_Task description_
Filter the entries for the word "Keep". Copy each line that has it.

_Data to use_
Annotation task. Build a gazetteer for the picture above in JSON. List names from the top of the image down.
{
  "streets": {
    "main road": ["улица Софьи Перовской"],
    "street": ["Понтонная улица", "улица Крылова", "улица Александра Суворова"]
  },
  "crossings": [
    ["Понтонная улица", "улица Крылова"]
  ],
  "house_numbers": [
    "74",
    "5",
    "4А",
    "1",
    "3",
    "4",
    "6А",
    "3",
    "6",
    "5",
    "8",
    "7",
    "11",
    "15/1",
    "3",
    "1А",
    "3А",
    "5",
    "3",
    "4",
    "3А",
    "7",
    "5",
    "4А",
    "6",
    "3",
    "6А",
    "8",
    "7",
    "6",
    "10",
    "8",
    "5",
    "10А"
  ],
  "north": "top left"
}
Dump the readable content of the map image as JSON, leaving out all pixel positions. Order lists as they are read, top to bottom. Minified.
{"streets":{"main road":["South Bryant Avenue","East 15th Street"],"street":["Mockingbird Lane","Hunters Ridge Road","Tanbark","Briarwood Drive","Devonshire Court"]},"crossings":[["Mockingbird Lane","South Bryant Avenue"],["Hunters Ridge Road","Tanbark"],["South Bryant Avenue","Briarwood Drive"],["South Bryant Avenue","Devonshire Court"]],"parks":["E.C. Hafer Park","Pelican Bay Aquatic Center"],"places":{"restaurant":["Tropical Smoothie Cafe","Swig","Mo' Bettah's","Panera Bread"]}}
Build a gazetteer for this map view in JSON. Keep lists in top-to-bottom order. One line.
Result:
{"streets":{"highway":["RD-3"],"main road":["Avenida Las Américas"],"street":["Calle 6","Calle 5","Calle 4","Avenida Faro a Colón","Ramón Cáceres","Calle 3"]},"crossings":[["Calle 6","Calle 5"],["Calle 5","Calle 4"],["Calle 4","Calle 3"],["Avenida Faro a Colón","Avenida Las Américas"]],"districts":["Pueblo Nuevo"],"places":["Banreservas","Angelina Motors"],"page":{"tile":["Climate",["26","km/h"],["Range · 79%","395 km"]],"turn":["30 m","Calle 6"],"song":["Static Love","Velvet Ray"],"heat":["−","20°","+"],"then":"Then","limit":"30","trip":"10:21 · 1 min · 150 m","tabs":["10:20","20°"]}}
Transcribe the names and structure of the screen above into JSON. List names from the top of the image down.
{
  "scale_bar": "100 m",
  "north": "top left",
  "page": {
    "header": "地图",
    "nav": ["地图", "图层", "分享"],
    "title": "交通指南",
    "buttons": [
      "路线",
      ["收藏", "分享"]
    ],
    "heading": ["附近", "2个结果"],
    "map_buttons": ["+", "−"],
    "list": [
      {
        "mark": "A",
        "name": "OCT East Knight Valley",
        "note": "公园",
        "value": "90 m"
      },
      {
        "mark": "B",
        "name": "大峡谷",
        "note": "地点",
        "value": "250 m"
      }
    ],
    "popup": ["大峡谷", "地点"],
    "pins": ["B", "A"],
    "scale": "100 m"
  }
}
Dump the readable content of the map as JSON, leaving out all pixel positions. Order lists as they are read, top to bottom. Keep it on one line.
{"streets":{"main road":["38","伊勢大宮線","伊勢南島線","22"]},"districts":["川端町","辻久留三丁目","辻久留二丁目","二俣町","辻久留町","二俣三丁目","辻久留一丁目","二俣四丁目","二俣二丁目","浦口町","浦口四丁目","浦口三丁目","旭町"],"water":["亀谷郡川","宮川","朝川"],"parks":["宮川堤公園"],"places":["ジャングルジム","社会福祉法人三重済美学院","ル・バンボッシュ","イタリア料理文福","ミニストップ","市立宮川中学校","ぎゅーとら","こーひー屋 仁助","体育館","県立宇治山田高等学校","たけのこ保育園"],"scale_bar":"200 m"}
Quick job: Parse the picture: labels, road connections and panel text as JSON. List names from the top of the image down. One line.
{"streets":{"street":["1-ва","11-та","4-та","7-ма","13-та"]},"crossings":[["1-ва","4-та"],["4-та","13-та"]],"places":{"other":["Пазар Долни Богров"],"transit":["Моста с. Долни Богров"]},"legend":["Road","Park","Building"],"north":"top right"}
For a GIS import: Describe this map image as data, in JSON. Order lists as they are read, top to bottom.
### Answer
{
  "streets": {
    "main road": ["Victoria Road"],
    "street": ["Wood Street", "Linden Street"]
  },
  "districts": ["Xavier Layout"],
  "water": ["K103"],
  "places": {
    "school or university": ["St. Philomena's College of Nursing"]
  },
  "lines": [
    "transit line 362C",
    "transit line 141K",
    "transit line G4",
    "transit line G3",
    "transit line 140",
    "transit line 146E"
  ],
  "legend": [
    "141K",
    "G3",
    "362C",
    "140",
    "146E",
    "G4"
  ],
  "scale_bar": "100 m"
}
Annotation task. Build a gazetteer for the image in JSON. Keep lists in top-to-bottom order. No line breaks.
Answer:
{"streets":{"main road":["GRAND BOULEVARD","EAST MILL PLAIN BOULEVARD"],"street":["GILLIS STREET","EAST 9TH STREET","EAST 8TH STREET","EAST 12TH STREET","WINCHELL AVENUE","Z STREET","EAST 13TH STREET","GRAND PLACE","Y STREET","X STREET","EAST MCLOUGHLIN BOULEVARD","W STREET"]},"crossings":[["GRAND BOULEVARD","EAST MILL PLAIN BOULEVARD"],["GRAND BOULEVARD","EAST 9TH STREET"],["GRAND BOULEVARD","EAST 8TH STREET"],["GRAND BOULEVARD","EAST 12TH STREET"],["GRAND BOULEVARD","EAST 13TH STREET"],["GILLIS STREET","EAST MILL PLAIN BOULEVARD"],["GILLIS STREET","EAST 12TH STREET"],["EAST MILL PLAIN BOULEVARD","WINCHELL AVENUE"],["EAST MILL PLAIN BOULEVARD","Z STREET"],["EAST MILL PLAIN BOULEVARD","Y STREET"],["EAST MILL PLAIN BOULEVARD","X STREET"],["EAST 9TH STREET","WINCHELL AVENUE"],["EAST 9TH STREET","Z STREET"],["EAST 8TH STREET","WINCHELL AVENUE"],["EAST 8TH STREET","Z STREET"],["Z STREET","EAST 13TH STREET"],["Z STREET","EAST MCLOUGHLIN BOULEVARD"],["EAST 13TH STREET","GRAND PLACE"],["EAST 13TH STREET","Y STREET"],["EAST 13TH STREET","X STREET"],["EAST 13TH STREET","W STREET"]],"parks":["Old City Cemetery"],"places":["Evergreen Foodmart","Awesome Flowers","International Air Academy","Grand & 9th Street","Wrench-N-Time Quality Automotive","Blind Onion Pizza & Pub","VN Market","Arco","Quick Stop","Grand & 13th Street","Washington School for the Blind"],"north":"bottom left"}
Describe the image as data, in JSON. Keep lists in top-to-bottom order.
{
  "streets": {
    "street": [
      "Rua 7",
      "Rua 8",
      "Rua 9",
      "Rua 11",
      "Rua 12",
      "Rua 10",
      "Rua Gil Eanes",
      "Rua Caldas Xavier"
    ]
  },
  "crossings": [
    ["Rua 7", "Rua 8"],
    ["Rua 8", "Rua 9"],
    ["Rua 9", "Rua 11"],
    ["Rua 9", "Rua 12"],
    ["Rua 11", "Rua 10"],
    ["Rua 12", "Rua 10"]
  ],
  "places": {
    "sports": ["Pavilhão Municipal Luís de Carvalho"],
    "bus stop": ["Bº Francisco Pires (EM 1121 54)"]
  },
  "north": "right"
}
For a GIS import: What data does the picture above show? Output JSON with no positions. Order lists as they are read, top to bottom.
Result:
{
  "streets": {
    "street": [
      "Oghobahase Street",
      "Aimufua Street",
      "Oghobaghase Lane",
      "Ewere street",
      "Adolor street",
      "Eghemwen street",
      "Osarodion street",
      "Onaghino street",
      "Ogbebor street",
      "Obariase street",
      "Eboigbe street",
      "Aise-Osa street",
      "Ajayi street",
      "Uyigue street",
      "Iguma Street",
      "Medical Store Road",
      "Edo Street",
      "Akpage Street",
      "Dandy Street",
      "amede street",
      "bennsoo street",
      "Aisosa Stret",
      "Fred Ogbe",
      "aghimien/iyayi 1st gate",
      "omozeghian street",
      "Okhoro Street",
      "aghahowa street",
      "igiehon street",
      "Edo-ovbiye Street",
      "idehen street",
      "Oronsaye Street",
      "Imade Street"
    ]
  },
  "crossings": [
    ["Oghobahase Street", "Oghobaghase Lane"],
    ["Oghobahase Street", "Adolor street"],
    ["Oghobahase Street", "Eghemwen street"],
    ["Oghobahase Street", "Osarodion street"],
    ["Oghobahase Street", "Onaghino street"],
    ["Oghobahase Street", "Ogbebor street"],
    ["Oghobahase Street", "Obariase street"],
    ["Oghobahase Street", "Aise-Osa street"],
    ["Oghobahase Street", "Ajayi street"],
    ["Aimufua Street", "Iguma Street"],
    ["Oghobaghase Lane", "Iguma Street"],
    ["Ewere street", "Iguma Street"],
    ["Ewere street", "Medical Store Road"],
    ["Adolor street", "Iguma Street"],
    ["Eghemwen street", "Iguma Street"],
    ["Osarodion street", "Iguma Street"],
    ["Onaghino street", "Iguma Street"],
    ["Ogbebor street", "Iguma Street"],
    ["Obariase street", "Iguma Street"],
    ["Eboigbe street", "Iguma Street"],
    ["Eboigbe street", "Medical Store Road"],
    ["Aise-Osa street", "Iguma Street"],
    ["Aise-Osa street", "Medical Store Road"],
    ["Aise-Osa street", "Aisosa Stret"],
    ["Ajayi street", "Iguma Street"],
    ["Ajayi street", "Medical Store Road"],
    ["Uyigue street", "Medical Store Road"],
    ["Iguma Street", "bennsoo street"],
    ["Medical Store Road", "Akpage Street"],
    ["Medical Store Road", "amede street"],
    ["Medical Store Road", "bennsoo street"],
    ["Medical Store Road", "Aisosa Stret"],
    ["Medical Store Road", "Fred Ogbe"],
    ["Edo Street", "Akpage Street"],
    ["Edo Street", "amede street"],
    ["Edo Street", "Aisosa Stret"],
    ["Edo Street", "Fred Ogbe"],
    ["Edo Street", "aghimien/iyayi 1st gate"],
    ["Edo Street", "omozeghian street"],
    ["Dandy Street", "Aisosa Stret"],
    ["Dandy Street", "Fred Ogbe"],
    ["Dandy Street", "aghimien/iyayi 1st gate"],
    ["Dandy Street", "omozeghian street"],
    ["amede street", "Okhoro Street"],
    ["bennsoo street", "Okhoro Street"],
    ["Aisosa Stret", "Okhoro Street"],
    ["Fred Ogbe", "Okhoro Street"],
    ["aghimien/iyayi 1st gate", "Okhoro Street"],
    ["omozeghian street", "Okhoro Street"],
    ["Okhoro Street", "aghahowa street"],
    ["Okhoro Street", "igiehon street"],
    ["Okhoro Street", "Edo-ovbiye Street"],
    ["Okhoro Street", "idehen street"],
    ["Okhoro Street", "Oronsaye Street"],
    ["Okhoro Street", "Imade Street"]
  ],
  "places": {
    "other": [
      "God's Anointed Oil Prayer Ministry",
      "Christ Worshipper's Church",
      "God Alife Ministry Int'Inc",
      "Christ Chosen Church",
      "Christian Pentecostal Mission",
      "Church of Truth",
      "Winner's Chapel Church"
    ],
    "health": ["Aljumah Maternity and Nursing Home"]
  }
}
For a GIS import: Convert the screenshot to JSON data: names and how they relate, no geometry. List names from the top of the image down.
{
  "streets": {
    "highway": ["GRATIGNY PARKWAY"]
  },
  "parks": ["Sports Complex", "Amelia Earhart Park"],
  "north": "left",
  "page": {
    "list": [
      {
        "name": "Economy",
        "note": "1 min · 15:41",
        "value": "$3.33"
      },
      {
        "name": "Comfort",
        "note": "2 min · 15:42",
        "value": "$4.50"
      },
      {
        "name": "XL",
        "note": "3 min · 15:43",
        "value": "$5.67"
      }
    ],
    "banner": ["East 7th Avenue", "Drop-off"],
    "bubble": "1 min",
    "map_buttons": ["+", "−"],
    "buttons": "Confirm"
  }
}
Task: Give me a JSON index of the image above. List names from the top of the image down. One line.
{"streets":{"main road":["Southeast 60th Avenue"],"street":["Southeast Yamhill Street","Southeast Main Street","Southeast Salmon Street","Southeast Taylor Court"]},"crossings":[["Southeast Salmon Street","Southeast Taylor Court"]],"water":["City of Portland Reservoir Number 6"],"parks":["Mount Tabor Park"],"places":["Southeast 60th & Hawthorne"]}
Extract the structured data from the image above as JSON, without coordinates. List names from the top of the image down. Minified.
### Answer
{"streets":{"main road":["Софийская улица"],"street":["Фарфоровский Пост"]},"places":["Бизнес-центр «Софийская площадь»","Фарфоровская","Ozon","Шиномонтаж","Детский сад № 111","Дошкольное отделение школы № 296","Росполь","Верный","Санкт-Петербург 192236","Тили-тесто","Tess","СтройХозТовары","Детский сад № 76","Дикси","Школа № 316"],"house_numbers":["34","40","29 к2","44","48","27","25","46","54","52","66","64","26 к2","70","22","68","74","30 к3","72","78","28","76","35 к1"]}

_Finished task_
Build a gazetteer for this map view in JSON. Keep lists in top-to-bottom order. One line.
Dump the readable content of the map as JSON, leaving out all pixel positions. Order lists as they are read, top to bottom. Keep it on one line.
Annotation task. Build a gazetteer for the image in JSON. Keep lists in top-to-bottom order. No line breaks.
Describe the image as data, in JSON. Keep lists in top-to-bottom order.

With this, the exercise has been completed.